I still don’t quite understand why this works (Shouldn’t the client communicate with the service using named pipes? Shouldn’t the firewall be irrelevant for the startup of the client?), but hey…

Please leave a comment if that worked for you; or whatever workaround you found. Thanks.

Ensemble Predictors and Democracy

November 15th, 2006

I just read an interesting article about how society is usually described in science fiction. Turns out that in all circumstances it is about a very hierarchical, military like structure. There are no suggestions as to how a civilian society might work in the future. Consider things like Star Trek where a bunch of officers command a star ship around and the rest of the people just function. The captain is smart, benevolent and there is rarely an abuse of power. No democracy, no voting, little about how the civilian society of the future might function. There are things like Futarchy, but that’s pretty much all I could find in a quick search (and it wasn’t proposed in a SciFi-novel so it can’t be any good 🙂 ). One of the problems with Democracy might be that people don’t always make the right decision as they don’t have access to all the information or are easily swayed by bad arguments (e.g. negative ads – some of them are just factually wrong). My point is that there haven’t been that many viable alternatives proposed, not even some crazy, outlandish suggestions (think teleportation for means of transport) to give people some new ways to think about this.

There is an interesting book out there called The Wisdom of Crowds. It proposes that large crowds of people can be capable of making decissions better than individuals. Long story short, according to the book four key qualities are necessary to make a crowd smart. The crowd needs to be diverse, so that people are bringing different pieces of information to the table. It must not have somebody at the top dictating the crowd’s answer, and summarize people’s opinions into one collective verdict. The people in the crowd need to be independent, so that they pay attention mostly to their own information, and not worrying about what everyone around them thinks (i.e. being immune to persuasion concepts like social proof).

Random Forests in machine learning are an ensemble method that has very good classification performance. The way it works is that hundreds of decision trees are build, but each on a different training set and with a different choice of features. If all the classifiers are strong (i.e. not able to make perfect predictions, but they tend to do the right thing – they take the information they have and make independent decisions) , then the overall vote of all the trees in the ensemble will tend to minimize the misclassification error. Breiman gave a mathematical proof of why this minimizes the classification error (i.e. bad decisions).

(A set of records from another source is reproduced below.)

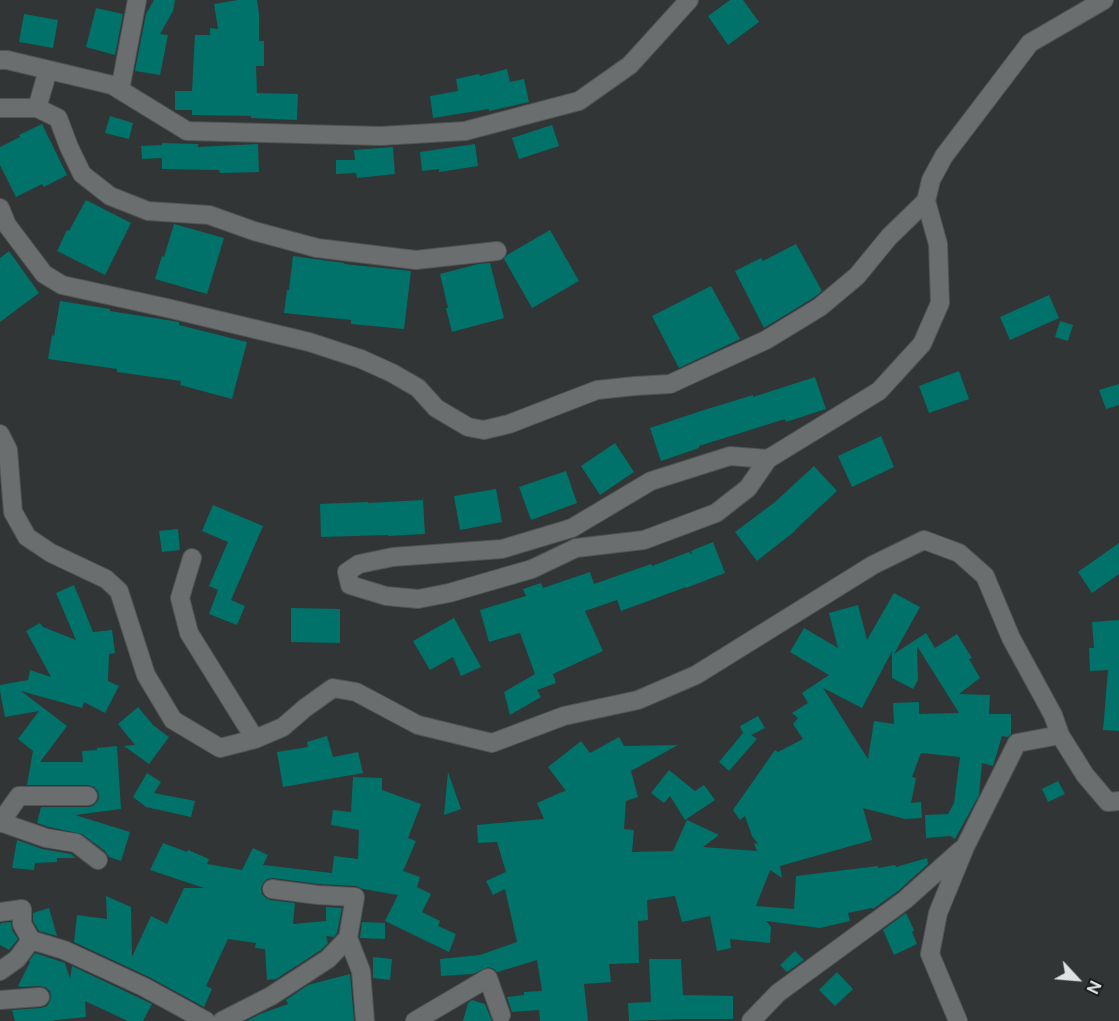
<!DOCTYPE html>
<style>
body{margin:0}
#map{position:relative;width:1119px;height:1021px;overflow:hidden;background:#313535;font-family:"Public Sans",sans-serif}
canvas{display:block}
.north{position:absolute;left:1047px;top:949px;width:60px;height:60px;-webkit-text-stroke:4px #1a1c1c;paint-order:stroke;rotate:116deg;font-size:16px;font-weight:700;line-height:24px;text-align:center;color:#e0e2e3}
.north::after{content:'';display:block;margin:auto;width:21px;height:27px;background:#e0e2e3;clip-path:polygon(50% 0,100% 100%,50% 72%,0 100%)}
</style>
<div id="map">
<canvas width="1119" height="1021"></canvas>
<div class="north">N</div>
</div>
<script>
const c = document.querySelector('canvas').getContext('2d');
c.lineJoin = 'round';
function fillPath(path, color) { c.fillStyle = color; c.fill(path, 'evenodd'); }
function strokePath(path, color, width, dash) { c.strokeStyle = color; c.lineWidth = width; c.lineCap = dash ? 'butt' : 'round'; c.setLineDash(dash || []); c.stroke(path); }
fillPath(new Path2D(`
 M154 0H175L173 11 160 34 168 35 160 75 135 71 146 14Z
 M238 0H257L259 14V41H264V66H256L257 93 298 94 297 120 251 118V116L192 115V110H175V91H192L195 35H210V28L218 29 214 4Z
 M730 0H743L759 22 728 45 708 16Z
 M96 8 123 14 115 55 86 47Z
 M24 14 58 20 53 48 19 42Z
 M507 69 510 82 524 79 529 102 489 111V109L433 118 430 96 458 91 456 79 479 74 480 76Z
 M110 116 133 123 129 139 105 133Z
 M42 124 67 175 44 187 42 184 16 197 0 165V147L20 137 19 135Z
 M552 125 559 146 519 159 512 138Z
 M162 143 198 144V147L258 144 259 172 220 173 219 170 162 169V158L142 159 141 146 162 145Z
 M475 144 478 166 439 172V169L422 171 420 152Z
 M393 147 395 174 357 178 356 173 336 174V160H355L354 150Z
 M86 200 131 223 105 275 57 251 67 230 69 231Z
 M174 224 224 238 207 294 155 279 162 256 164 257Z
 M550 230 579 281 532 308 504 259 507 255Z
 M796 244 822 291 813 298 764 328 735 271 761 258 763 261Z
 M9 251 39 293 0 322V258Z
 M293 256 344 263V264L411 271 404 329 351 324V320L284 313 287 290H289Z
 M490 263 504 318 452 332 446 308H448L440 274 478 264Z
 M711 286 740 339 679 368 652 316Z
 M1049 295 1059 318 1010 340 1000 317Z
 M60 301 110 309V311L173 321 179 322V325L247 342 232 399 180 385 181 381 117 372V369L48 359 52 335 54 336Z
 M1060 321 1073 325 1068 341 1055 337Z
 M959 371 969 399 929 413 919 386Z
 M815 377 826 409 786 422 785 419 699 446V448L661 461 650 428 701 411 753 395V397Z
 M1119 384V405L1106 409 1099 390Z
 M881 436 894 467 852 487 838 456Z
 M615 443 634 472 600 495 581 466Z
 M814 466 837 491 795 530V531L757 561 735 532 775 502Z
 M566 471 577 503 531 520 519 487Z
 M496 489 502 522 460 530 454 496Z
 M423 500 425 534 388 536V535L321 537 320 504 368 502V503Z
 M213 505 263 526 231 600 245 606 237 625 209 614 218 590 209 586 228 542 202 531Z
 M178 529 180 550 162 552 159 531Z
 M713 542 725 573 686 588V587L621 611 617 600 585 611 603 651 553 674 556 683 537 690 541 697 510 715 504 692 535 674 520 633 489 642 480 610 526 596 523 589 541 583 543 588 590 572 594 584 651 564 652 566 689 552 691 554H692L691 551Z
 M1119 543V574L1092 593 1078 572Z
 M74 585 93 632 112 630 115 653 109 654 108 681 119 686 105 713 84 702 82 708 21 691 67 726 40 762H83L82 751 97 750V748L117 746 121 809 75 815 130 832 121 861 109 857 105 851 82 834 49 827 37 823 41 807H88L93 806 98 801 99 797 98 791 94 787 88 785H27L33 751 18 739 39 711 5 717 0 691V685L28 680 30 670 51 677 26 631 40 623 43 627 76 640 56 593Z
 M894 593 920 607 894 654 926 633 935 648 957 634 972 658 969 659 980 678 959 694 990 695 989 714H1011V734L1008 737 1002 736 993 766 982 763 979 795 955 839 950 836 926 838 925 815 948 814 954 803 960 757 921 753 912 777 916 778 911 803 921 802 922 818 905 819 863 808 872 840 780 866 782 878 770 870 756 906 794 909 796 876 878 866V868L895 865 896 867 927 858 928 864 898 891 873 909 872 908 848 913 850 921 820 928 766 921 771 927 770 943 730 939 731 948 717 951 710 916 682 922 675 896 647 900 648 920 638 921 639 963 609 964 611 982 584 984 588 1021H540L539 1010 512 1012 507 997 524 995V992L542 991 537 960 501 971 497 972 494 969 488 967 473 974 441 976 440 959 480 955 517 942 505 889 493 895 486 881 506 872 497 842 478 843 477 825 544 819 537 803 562 792 566 791 548 767 581 741 590 753 619 737 624 746 678 745 631 771 638 797 626 801 624 829 634 830 632 852 673 851 687 820 719 835 703 847 757 851 754 843 758 844 752 836 745 816 740 820 733 810 775 750 778 752 803 739 793 724 798 718 792 713 808 703 802 693 829 675 790 652 804 628 838 648 829 613 858 605 867 640ZM917 646 959 713 919 714V702L893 703 894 724 874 721 868 759 823 688 862 708 892 651V678L913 689 918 680Z
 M291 608 340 609V643L291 642Z
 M454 618 481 667 461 676 453 657 430 670 413 641Z
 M1119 620V731L1103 730 1108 670 1090 671 1089 648H1094L1092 622Z
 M138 707 153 725 169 737 149 764 124 746 135 745 118 724Z
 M758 716 765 728 751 735 757 739 729 771 719 762 743 733 740 726Z
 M327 736 333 757 358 752 363 773 283 787 277 752 308 747 307 742Z
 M669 770 695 791 704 785 715 800 685 820 670 796 664 803 651 793Z
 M448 772 461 809 444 815Z
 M147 773 161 782 154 793 195 801 191 817 146 807 133 797Z
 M353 777 382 778V790L421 804 408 838 416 841 403 871 420 877 417 887 431 894 422 912 440 921 438 926 456 934 449 952 385 921 398 895 363 889 356 886 319 884 273 878 267 879 263 883 261 888 262 894 266 898 270 900 295 903 293 924 326 921V907L342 908 337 933 334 937 326 936 328 943 321 950 276 979 267 980 265 949 255 948 256 943 228 939 206 986 212 989 204 1007 149 977 74 942 77 915 107 919 106 896 131 907 132 957 151 916 167 924 184 888H204L150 870 163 843 187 852 188 850 209 859 207 864 242 870 253 848 268 855 263 865 332 873 334 856 358 859 359 830 331 825 333 810 351 812Z
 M1058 781 1065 794 1048 802 1042 789Z
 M17 840 42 849 71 854 76 858H57V862L35 863 34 870 12 868Z
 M49 908 57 936 39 931 33 921V913Z
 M906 913 914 930 912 932 917 944 894 955 883 930Z
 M11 922 12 930 18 939 9 950 0 945V925L1 923Z
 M362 922 385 923V939L360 938Z
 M795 951 804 960 787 972 780 965Z
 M35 953 65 963 70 979 72 966 152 1004 143 1021H128L85 1001 86 1017 56 1020 52 1021H15L12 1010 41 1008 47 1006 50 1001 51 996 50 991 45 987 39 986 21 987 18 986 30 962 29 961Z
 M373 957 392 959 390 980 373 978Z
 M649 959H681L683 995 733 996V1019H680L629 1021 628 1003 651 1002Z
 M837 972 853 989 835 1006 819 990Z
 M350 974 354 1021H247L260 1014 288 1004 286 1000 308 985Z
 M472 1000 485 1004 492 1021H463L468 1003Z`), '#00726a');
const minor = new Path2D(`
 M0 60H7L112 85 187 131 381 136 465 131 579 101 630 65 689 0
 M120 90 137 0
 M0 108H37L58 118 69 147 82 174 110 196 148 211 209 215 254 231 317 248 416 260 497 251
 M37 108 48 70
 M0 208 7 225 44 274 62 285 167 308 309 342 361 359 392 373 418 388 436 408 468 427 484 430 509 424 597 390 635 386 670 384 766 340 820 307 857 276 889 237 926 201
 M0 434 8 450 13 512 27 537 51 553 106 579 119 591 146 675 173 720 220 748 255 739 283 727 305 708 333 688 356 692 418 725 492 743 564 716 638 700 696 675 873 565 924 540 959 553 985 576 1011 638 1053 715 1060 735 1085 775 1108 802 1119 801
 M768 459 730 456 651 481 572 528 502 549 393 557 359 564 347 572 350 585 386 596 418 599 449 593 532 569 576 548 644 540 716 513 748 488 768 459 879 391 922 344 940 303 938 244 926 201 931 180 944 156 1030 43 1104 0
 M192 558 180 598 189 633 255 739
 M0 822 46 838 76 843 98 860
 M0 823 19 796H88
 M0 912 22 909V924L31 940 64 950 144 987 206 1021
 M348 938 361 971 365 1021
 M0 971 17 959 31 940
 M0 1000 40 997
 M222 1021 271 996 328 959 348 938 355 897 318 895 272 889
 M415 1021 488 978 501 1015
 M751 1021 778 993 905 900 961 850
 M958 1021 930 954 938 913 965 847 1017 743 1060 735`);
strokePath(minor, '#515354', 20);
strokePath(minor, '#6a6e6f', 18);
</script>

I wonder if something like this might work for political decision making. Leaving problems like corruption and other human fallacies (e.g. looking at what others are doing) aside for a moment and assuming that for all things there are good arguments to be made for and against a bill, a senators vote would depend on how he or she weights the particular arguments for and against the bill. If we assume that senators tend to vote for what they perceive to be the right thing, would giving each senator a random subset of information make the overall senate vote for the “right thing”? Another idea would be to make a political decision, similar to jury duty, by picking a large number of people from the general population at random and have them decide on a particular issue.
Edit:I found some criticism of the Wisdom-of-Crowds theory, such as Wikipedia not being accurate enough or a democracy electing people like Hitler. A good question in both cases would be if people made their decisions independently in these cases or not. I think that independent decisions are difficult to achieve in practice. Also one has to wonder how robust this system is due to the assumption that everybody makes the best decission they can.